Collected data entries
•••••

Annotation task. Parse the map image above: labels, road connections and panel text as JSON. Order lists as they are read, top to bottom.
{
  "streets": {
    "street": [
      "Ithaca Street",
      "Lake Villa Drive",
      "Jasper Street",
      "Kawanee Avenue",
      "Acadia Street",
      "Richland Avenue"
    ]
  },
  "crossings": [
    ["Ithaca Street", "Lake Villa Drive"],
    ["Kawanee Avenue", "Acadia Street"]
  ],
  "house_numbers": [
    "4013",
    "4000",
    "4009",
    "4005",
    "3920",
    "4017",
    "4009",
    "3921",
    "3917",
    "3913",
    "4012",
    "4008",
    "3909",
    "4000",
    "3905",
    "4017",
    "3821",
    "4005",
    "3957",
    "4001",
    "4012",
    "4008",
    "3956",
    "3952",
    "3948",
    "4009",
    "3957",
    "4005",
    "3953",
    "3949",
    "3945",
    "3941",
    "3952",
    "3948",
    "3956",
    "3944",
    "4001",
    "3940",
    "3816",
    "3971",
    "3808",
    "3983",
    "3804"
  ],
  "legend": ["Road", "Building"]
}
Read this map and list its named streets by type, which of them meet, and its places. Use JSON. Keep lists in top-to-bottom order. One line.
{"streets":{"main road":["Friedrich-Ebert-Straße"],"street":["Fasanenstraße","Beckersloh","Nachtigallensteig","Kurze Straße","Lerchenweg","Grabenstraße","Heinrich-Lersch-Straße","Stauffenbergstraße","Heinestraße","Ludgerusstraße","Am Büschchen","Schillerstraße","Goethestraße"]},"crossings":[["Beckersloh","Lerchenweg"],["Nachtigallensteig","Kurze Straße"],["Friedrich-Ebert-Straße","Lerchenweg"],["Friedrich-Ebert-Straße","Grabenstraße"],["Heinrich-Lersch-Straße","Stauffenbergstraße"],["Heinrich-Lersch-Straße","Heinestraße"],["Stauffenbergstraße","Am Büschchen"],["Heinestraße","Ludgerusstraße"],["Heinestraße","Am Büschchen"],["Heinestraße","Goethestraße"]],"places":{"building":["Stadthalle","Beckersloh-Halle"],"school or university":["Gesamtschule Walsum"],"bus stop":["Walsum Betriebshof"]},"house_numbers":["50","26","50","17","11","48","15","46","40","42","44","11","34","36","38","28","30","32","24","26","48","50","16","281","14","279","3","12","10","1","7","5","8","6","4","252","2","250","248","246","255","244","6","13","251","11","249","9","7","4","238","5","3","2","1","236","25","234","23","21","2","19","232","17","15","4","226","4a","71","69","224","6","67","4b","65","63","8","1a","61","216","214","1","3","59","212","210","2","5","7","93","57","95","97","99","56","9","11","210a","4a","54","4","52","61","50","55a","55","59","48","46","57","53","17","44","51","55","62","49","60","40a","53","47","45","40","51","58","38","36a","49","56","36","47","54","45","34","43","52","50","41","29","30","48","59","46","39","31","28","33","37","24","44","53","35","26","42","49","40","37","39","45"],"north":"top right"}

•••••

§ **Exercise instructions**: Go through the data and copy each line exactly as it reads.

§ **Output for this task**:
Annotation task. Parse the map image above: labels, road connections and panel text as JSON. Order lists as they are read, top to bottom.
{
  "streets": {
    "street": [
      "Ithaca Street",
      "Lake Villa Drive",
      "Jasper Street",
      "Kawanee Avenue",
      "Acadia Street",
      "Richland Avenue"
    ]
  },
  "crossings": [
    ["Ithaca Street", "Lake Villa Drive"],
    ["Kawanee Avenue", "Acadia Street"]
  ],
  "house_numbers": [
    "4013",
    "4000",
    "4009",
    "4005",
    "3920",
    "4017",
    "4009",
    "3921",
    "3917",
    "3913",
    "4012",
    "4008",
    "3909",
    "4000",
    "3905",
    "4017",
    "3821",
    "4005",
    "3957",
    "4001",
    "4012",
    "4008",
    "3956",
    "3952",
    "3948",
    "4009",
    "3957",
    "4005",
    "3953",
    "3949",
    "3945",
    "3941",
    "3952",
    "3948",
    "3956",
    "3944",
    "4001",
    "3940",
    "3816",
    "3971",
    "3808",
    "3983",
    "3804"
  ],
  "legend": ["Road", "Building"]
}
Read this map and list its named streets by type, which of them meet, and its places. Use JSON. Keep lists in top-to-bottom order. One line.
{"streets":{"main road":["Friedrich-Ebert-Straße"],"street":["Fasanenstraße","Beckersloh","Nachtigallensteig","Kurze Straße","Lerchenweg","Grabenstraße","Heinrich-Lersch-Straße","Stauffenbergstraße","Heinestraße","Ludgerusstraße","Am Büschchen","Schillerstraße","Goethestraße"]},"crossings":[["Beckersloh","Lerchenweg"],["Nachtigallensteig","Kurze Straße"],["Friedrich-Ebert-Straße","Lerchenweg"],["Friedrich-Ebert-Straße","Grabenstraße"],["Heinrich-Lersch-Straße","Stauffenbergstraße"],["Heinrich-Lersch-Straße","Heinestraße"],["Stauffenbergstraße","Am Büschchen"],["Heinestraße","Ludgerusstraße"],["Heinestraße","Am Büschchen"],["Heinestraße","Goethestraße"]],"places":{"building":["Stadthalle","Beckersloh-Halle"],"school or university":["Gesamtschule Walsum"],"bus stop":["Walsum Betriebshof"]},"house_numbers":["50","26","50","17","11","48","15","46","40","42","44","11","34","36","38","28","30","32","24","26","48","50","16","281","14","279","3","12","10","1","7","5","8","6","4","252","2","250","248","246","255","244","6","13","251","11","249","9","7","4","238","5","3","2","1","236","25","234","23","21","2","19","232","17","15","4","226","4a","71","69","224","6","67","4b","65","63","8","1a","61","216","214","1","3","59","212","210","2","5","7","93","57","95","97","99","56","9","11","210a","4a","54","4","52","61","50","55a","55","59","48","46","57","53","17","44","51","55","62","49","60","40a","53","47","45","40","51","58","38","36a","49","56","36","47","54","45","34","43","52","50","41","29","30","48","59","46","39","31","28","33","37","24","44","53","35","26","42","49","40","37","39","45"],"north":"top right"}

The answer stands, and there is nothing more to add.